I was teaching a class yesterday about how to make a peanut butter and jelly sandwich. I was telling my students that growing up, my grandmother was saying, “Oh, you need a palmful of this seasoning.” Okay. That worked when I was eight. But then I became an adult, and I got big old palms. I tried to get my grandma to understand like, “Whose palm? Your palm, my palm?” But the mere fact that she developed a way to measure the seasonings, that makes her just as effective as a technical communicator — she’s just not formally trained in what it is that I do. Technical communication does in fact happen outside of the academy, and people can genuinely learn from these practices.
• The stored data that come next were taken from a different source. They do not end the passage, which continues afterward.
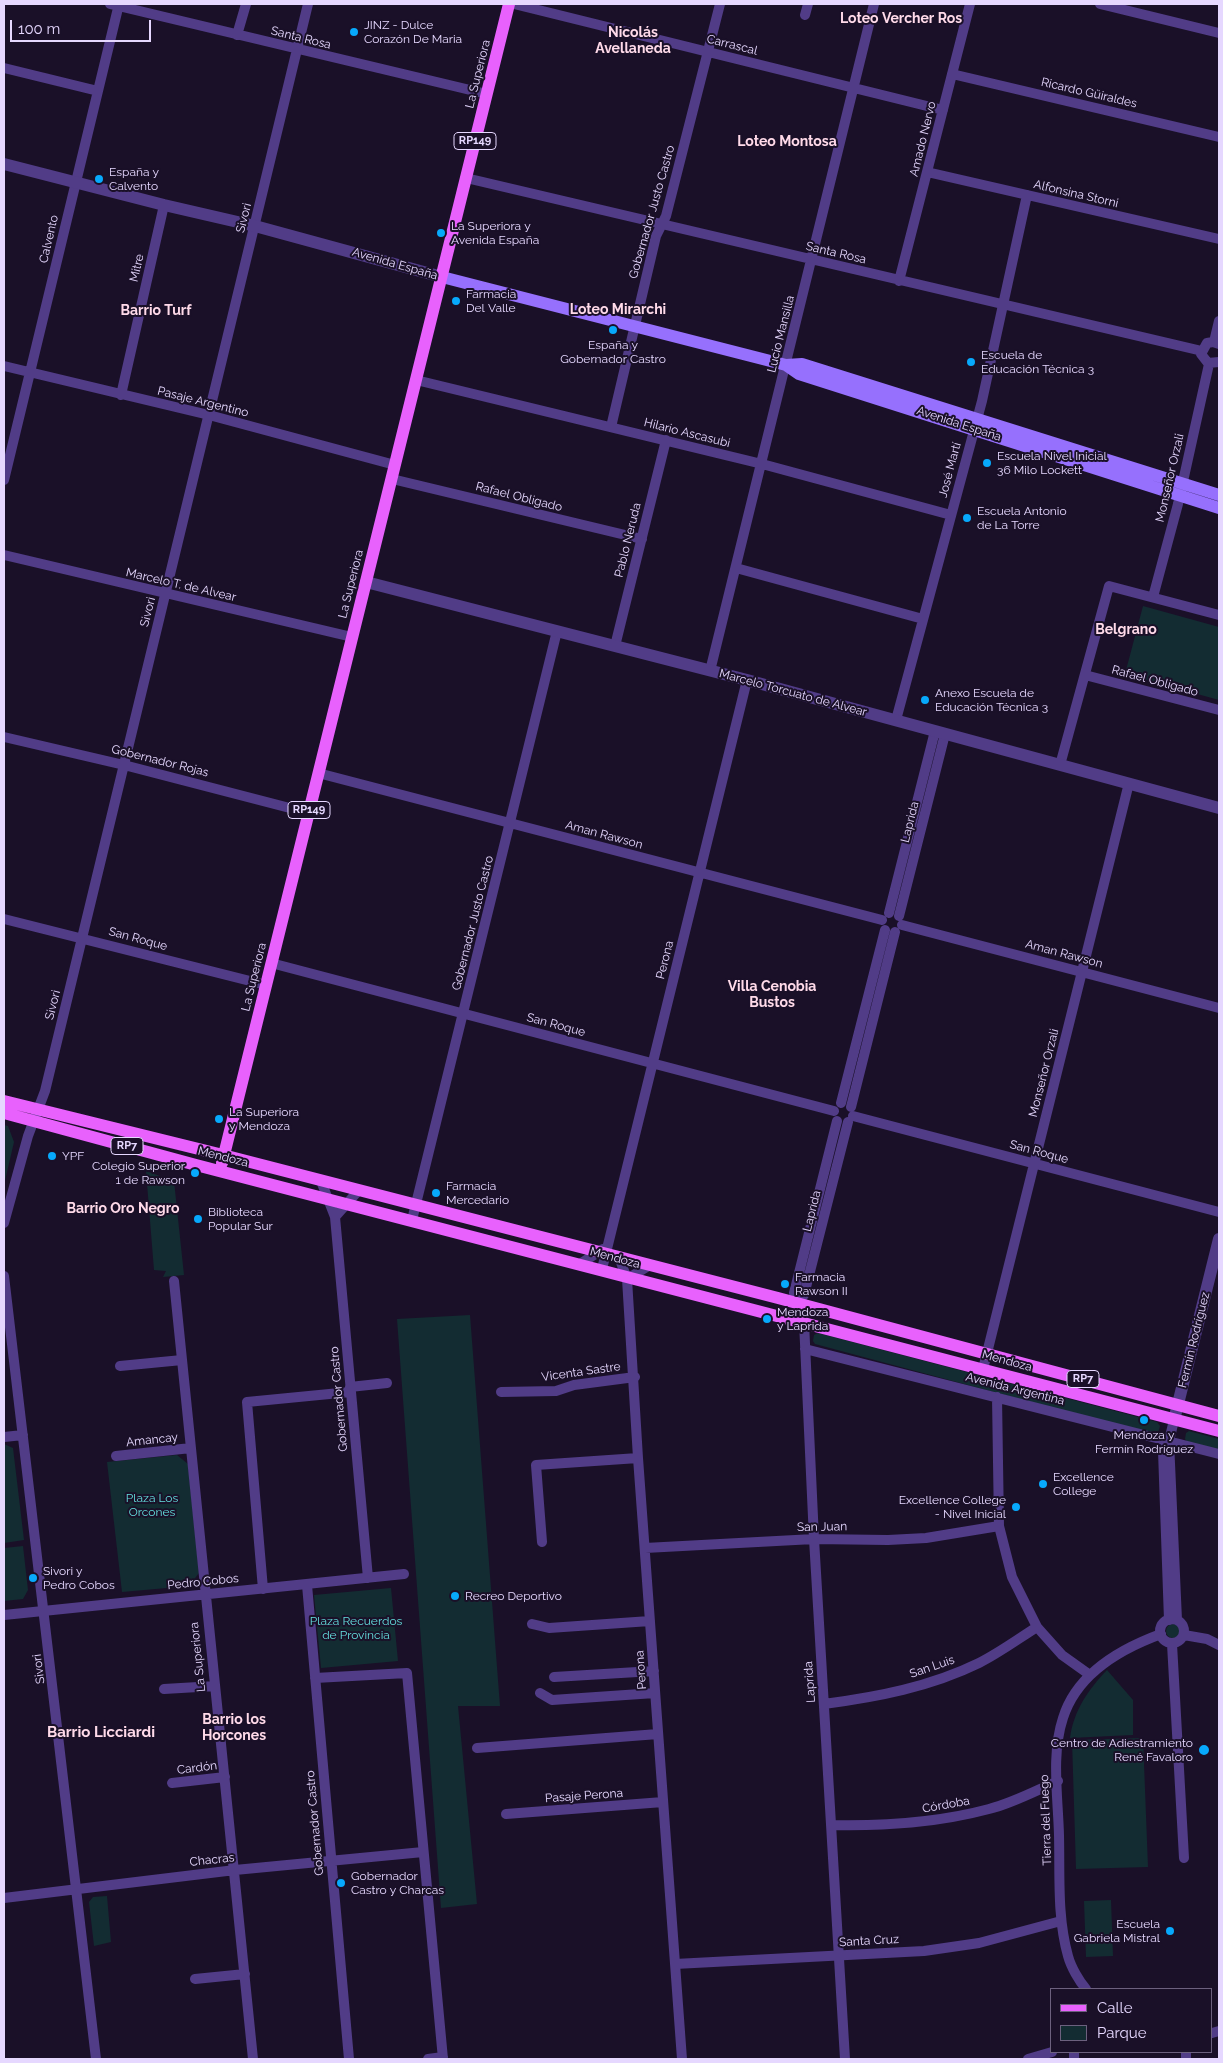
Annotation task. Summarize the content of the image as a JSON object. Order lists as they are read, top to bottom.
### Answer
{
  "streets": {
    "main road": [
      "La Superiora",
      "RP149",
      "Avenida España",
      "RP7",
      "Mendoza"
    ],
    "street": [
      "Santa Rosa",
      "Carrascal",
      "Ricardo Güiraldes",
      "Amado Nervo",
      "Alfonsina Storni",
      "Gobernador Justo Castro",
      "Sivori",
      "Calvento",
      "Mitre",
      "Lucio Mansilla",
      "Pasaje Argentino",
      "Hilario Ascasubi",
      "José Martí",
      "Monseñor Orzali",
      "Rafael Obligado",
      "Pablo Neruda",
      "Marcelo T. de Alvear",
      "Marcelo Torcuato de Alvear",
      "Gobernador Rojas",
      "Laprida",
      "Aman Rawson",
      "San Roque",
      "Perona",
      "Fermín Rodríguez",
      "Vicenta Sastre",
      "Avenida Argentina",
      "Gobernador Castro",
      "Amancay",
      "San Juan",
      "Pedro Cobos",
      "San Luis",
      "Cardón",
      "Pasaje Perona",
      "Córdoba",
      "Tierra del Fuego",
      "Chacras",
      "Santa Cruz"
    ]
  },
  "crossings": [
    ["Santa Rosa", "La Superiora"],
    ["Santa Rosa", "Amado Nervo"],
    ["Santa Rosa", "Gobernador Justo Castro"],
    ["Santa Rosa", "Sivori"],
    ["Santa Rosa", "Calvento"],
    ["Santa Rosa", "Lucio Mansilla"],
    ["Santa Rosa", "José Martí"],
    ["Carrascal", "Amado Nervo"],
    ["Carrascal", "Gobernador Justo Castro"],
    ["Carrascal", "Lucio Mansilla"],
    ["La Superiora", "Avenida España"],
    ["La Superiora", "Pasaje Argentino"],
    ["La Superiora", "Hilario Ascasubi"],
    ["La Superiora", "Rafael Obligado"],
    ["La Superiora", "Marcelo T. de Alvear"],
    ["La Superiora", "Marcelo Torcuato de Alvear"],
    ["La Superiora", "Gobernador Rojas"],
    ["La Superiora", "Aman Rawson"],
    ["La Superiora", "San Roque"],
    ["La Superiora", "Mendoza"],
    ["La Superiora", "Amancay"],
    ["La Superiora", "Pedro Cobos"],
    ["La Superiora", "Cardón"],
    ["La Superiora", "Chacras"],
    ["Ricardo Güiraldes", "Amado Nervo"],
    ["Amado Nervo", "Alfonsina Storni"],
    ["Alfonsina Storni", "José Martí"],
    ["Gobernador Justo Castro", "Avenida España"],
    ["Gobernador Justo Castro", "Hilario Ascasubi"],
    ["Gobernador Justo Castro", "Marcelo Torcuato de Alvear"],
    ["Gobernador Justo Castro", "Aman Rawson"],
    ["Gobernador Justo Castro", "San Roque"],
    ["Gobernador Justo Castro", "Mendoza"],
    ["Sivori", "Avenida España"],
    ["Sivori", "Pasaje Argentino"],
    ["Sivori", "Marcelo T. de Alvear"],
    ["Sivori", "Gobernador Rojas"],
    ["Sivori", "San Roque"],
    ["Sivori", "Mendoza"],
    ["Sivori", "Pedro Cobos"],
    ["Sivori", "Chacras"],
    ["Calvento", "Avenida España"],
    ["Calvento", "Pasaje Argentino"],
    ["Avenida España", "Mitre"],
    ["Avenida España", "Lucio Mansilla"],
    ["Avenida España", "José Martí"],
    ["Avenida España", "Monseñor Orzali"],
    ["Mitre", "Pasaje Argentino"],
    ["Lucio Mansilla", "Hilario Ascasubi"],
    ["Lucio Mansilla", "Marcelo Torcuato de Alvear"],
    ["Hilario Ascasubi", "José Martí"],
    ["Hilario Ascasubi", "Pablo Neruda"],
    ["José Martí", "Marcelo Torcuato de Alvear"],
    ["Monseñor Orzali", "Marcelo Torcuato de Alvear"],
    ["Monseñor Orzali", "Aman Rawson"],
    ["Monseñor Orzali", "San Roque"],
    ["Monseñor Orzali", "Mendoza"],
    ["Rafael Obligado", "Pablo Neruda"],
    ["Pablo Neruda", "Marcelo Torcuato de Alvear"],
    ["Marcelo Torcuato de Alvear", "Laprida"],
    ["Marcelo Torcuato de Alvear", "Perona"],
    ["Laprida", "Aman Rawson"],
    ["Laprida", "San Roque"],
    ["Laprida", "Mendoza"],
    ["Laprida", "Avenida Argentina"],
    ["Laprida", "San Juan"],
    ["Laprida", "San Luis"],
    ["Laprida", "Córdoba"],
    ["Laprida", "Santa Cruz"],
    ["Aman Rawson", "Perona"],
    ["San Roque", "Perona"],
    ["Perona", "Mendoza"],
    ["Perona", "Vicenta Sastre"],
    ["Perona", "San Juan"],
    ["Perona", "Pasaje Perona"],
    ["Perona", "Santa Cruz"],
    ["Mendoza", "Fermín Rodríguez"],
    ["Mendoza", "Gobernador Castro"],
    ["Fermín Rodríguez", "Avenida Argentina"],
    ["Fermín Rodríguez", "Tierra del Fuego"],
    ["Gobernador Castro", "Pedro Cobos"],
    ["Gobernador Castro", "Chacras"],
    ["Córdoba", "Tierra del Fuego"],
    ["Tierra del Fuego", "Santa Cruz"]
  ],
  "districts": [
    "Loteo Vercher Ros",
    "Nicolás Avellaneda",
    "Loteo Montosa",
    "Loteo Mirarchi",
    "Barrio Turf",
    "Belgrano",
    "Villa Cenobia Bustos",
    "Barrio Oro Negro",
    "Barrio los Horcones",
    "Barrio Licciardi"
  ],
  "parks": ["Plaza Los Orcones", "Plaza Recuerdos de Provincia"],
  "places": [
    "JINZ - Dulce Corazón De Maria",
    "España y Calvento",
    "La Superiora y Avenida España",
    "Farmacia Del Valle",
    "España y Gobernador Castro",
    "Escuela de Educación Técnica 3",
    "Escuela Nivel Inicial 36 Milo Lockett",
    "Escuela Antonio de La Torre",
    "Anexo Escuela de Educación Técnica 3",
    "La Superiora y Mendoza",
    "YPF",
    "Colegio Superior 1 de Rawson",
    "Farmacia Mercedario",
    "Biblioteca Popular Sur",
    "Farmacia Rawson II",
    "Mendoza y Laprida",
    "Mendoza y Fermín Rodríguez",
    "Excellence College",
    "Excellence College - Nivel Inicial",
    "Sivori y Pedro Cobos",
    "Recreo Deportivo",
    "Centro de Adiestramiento René Favaloro",
    "Gobernador Castro y Charcas",
    "Escuela Gabriela Mistral"
  ],
  "legend": ["Calle", "Parque"],
  "scale_bar": "100 m"
}
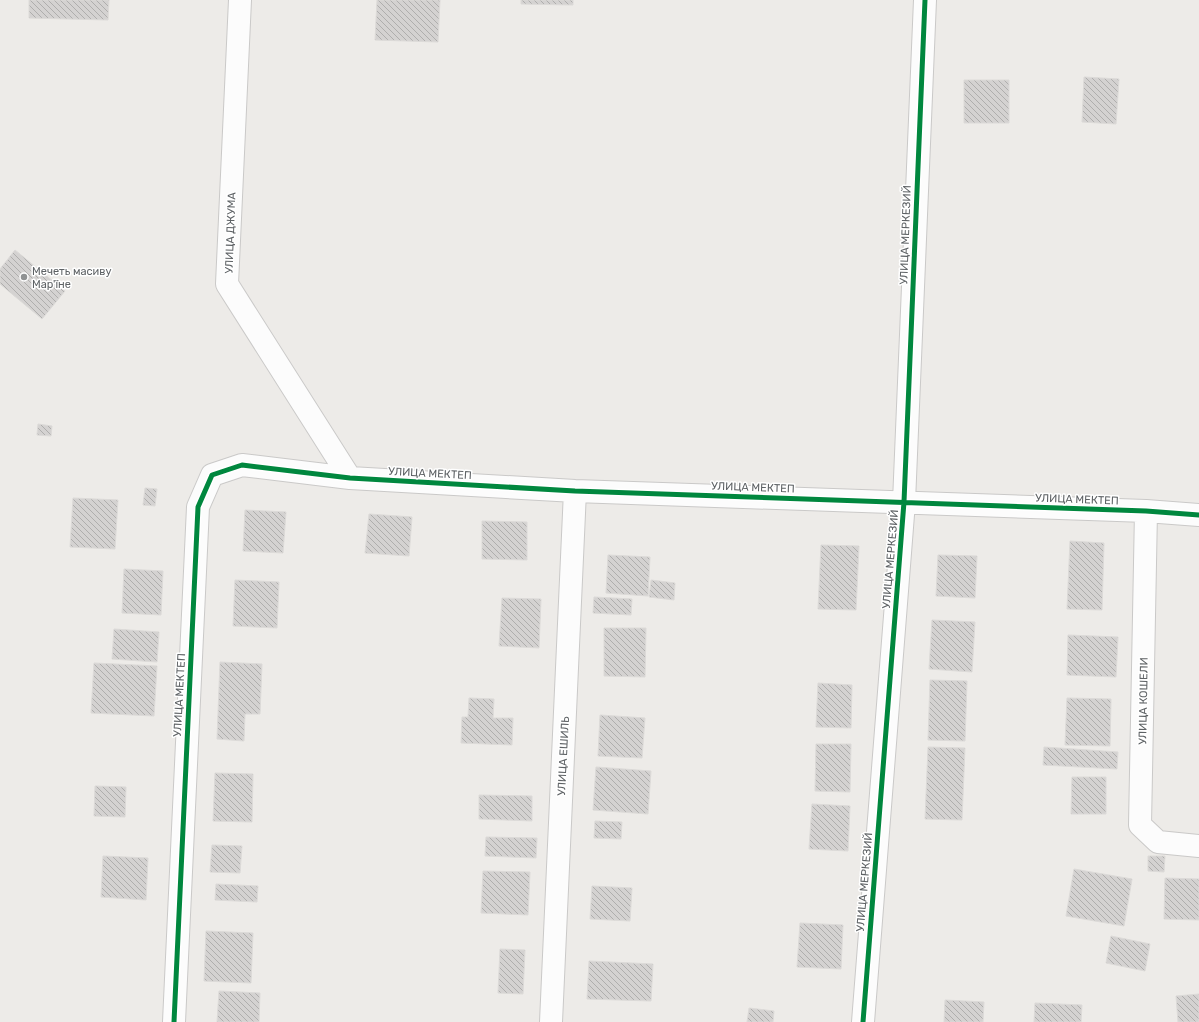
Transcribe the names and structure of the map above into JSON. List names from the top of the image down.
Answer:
{
  "streets": {
    "street": [
      "УЛИЦА ДЖУМА",
      "УЛИЦА МЕРКЕЗИЙ",
      "УЛИЦА МЕКТЕП",
      "УЛИЦА КОШЕЛИ",
      "УЛИЦА ЕШИЛЬ"
    ]
  },
  "crossings": [
    ["УЛИЦА ДЖУМА", "УЛИЦА МЕКТЕП"],
    ["УЛИЦА МЕРКЕЗИЙ", "УЛИЦА МЕКТЕП"],
    ["УЛИЦА МЕКТЕП", "УЛИЦА КОШЕЛИ"],
    ["УЛИЦА МЕКТЕП", "УЛИЦА ЕШИЛЬ"]
  ],
  "places": ["Мечеть масиву Мар'їне"]
}
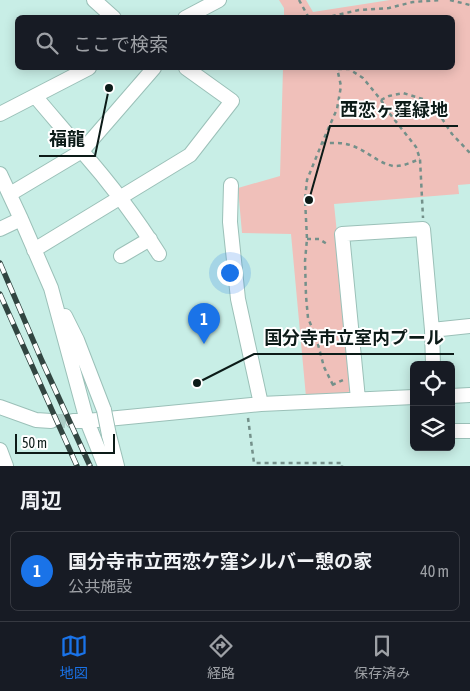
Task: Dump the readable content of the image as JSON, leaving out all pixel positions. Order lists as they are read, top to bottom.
{
  "places": ["福龍", "西恋ヶ窪緑地", "国分寺市立室内プール"],
  "scale_bar": "50 m",
  "page": {
    "search": "ここで検索",
    "pins": "1",
    "scale": "50 m",
    "heading": "周辺",
    "list": [
      {
        "mark": "1",
        "name": "国分寺市立西恋ケ窪シルバー憩の家",
        "note": "公共施設",
        "value": "40 m"
      }
    ],
    "nav": ["地図", "経路", "保存済み"]
  }
}
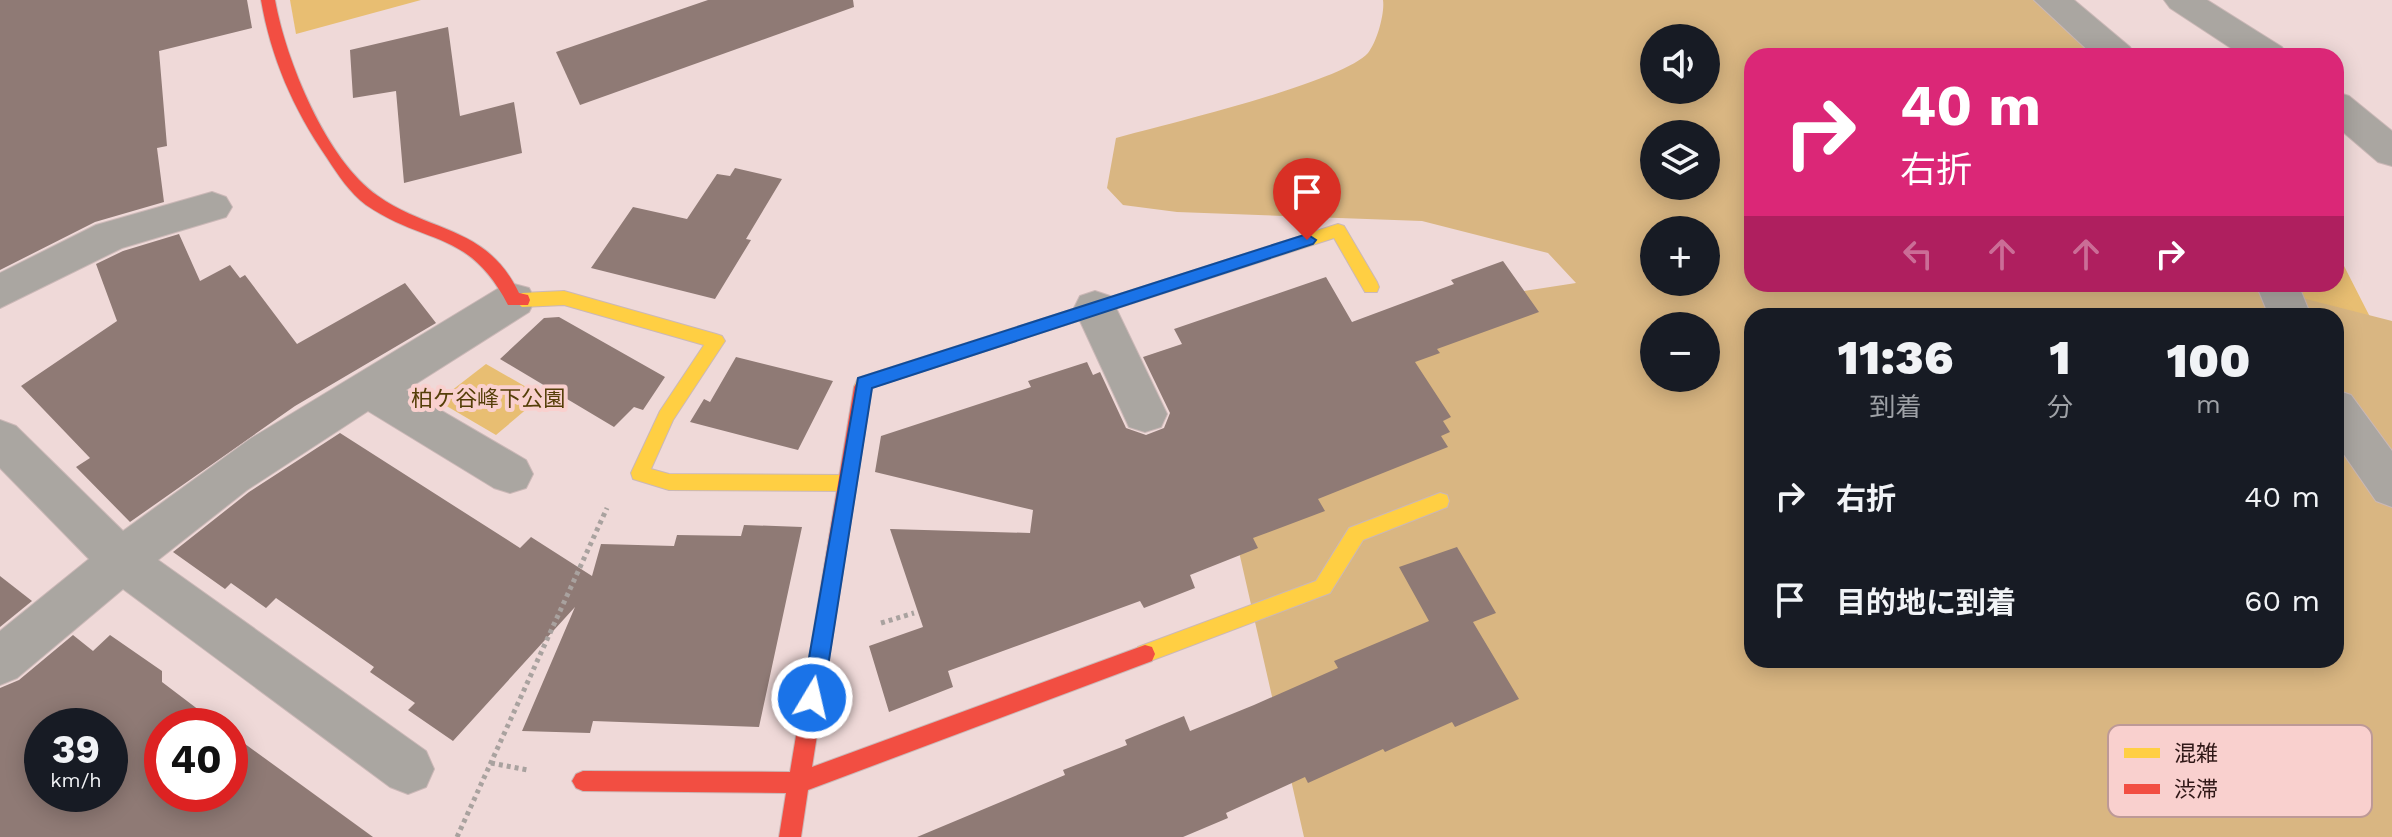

Based on your work in rhetoric, what are the ways in which you think people can become more critical writers or readers?

Personally, I think it all starts with you having your one-on-one, come-to-whomever moment. Even if you don’t believe in anything, come to your moment where you realize how you’re reading a text and how you’re interpreting it and taking it in. 

I think Procter & Gamble put out a YouTube video called “Widen the Screen.” The message of it was that we only show certain lenses for what Black life looks like. When I watched it, I spent the whole time tensed up because I was just waiting for Black violence to happen. I was waiting for a kid to be shot — it was the narrative that we see in the world of Black people. And then they flip it and say, “Well, no, if you widen your lens, you will see different aspects of Black life.” I bring that up because even I was sitting there tense. If I, as a Black woman, see these things and I feel that way, how does someone who may have racist ideologies see this type of imagery? And then how do they check that imagery? I see some organizations are catching it now, but I think there’s this implicit, deep-rooted thing that I don’t know how we get people to really see.

At East Carolina University, one of the major Greek houses was arrested for having a drug ring. Like they was poppin’, drugs was everywhere, right? And when you see it in the news, you see their formal, pretty, sitting-in-blazer pictures. That was what you see. But then another Greek organization did the same thing, but you saw their mugshots. That’s where people need to be more intentional. 

But I do want to say that, especially on the local level and seeing student-led organization, especially student-led media production, y’all are doing so much better about that. But the thing is, I think what happens is y’all work and y’all do fabulous, and then y’all get to the workplace and are trying to fight this system where people want y’all to do one thing. In your heart, in your gut, you’re like, “No, I need to do this other thing” — but you need that check. That check be winning that argument in your head a lot of times. But as you all continue to move into leadership roles and become the ones running these organizations, I think things will start to change.

Is there anything else you would like to add? 

No one can give you a voice; you have a voice. That’s something that’s so critical to me when we’re talking about professional studies, technical communication, whatever it may be. 

What I challenge people to do is to make space for other voices. That’s the thing that I really would like for people to do a better job at: technical communication rhetoric in life. Because what happens is, in an effort to amplify some people, I’ve noticed someone will hijack their story and center themselves. And it’s not intentional. You may be like, “Dr. Mckoy deserves equal pay. And I’m here to say she needs equal pay, and me, me, me.” And I’m just like, “Hey, Dr. Mckoy here. Can I say something?” I’m trying to get people to better see that individuals have voices of their own. It is our job as decent human beings to shut up and give other people space. We need to do better at listening more intentionally.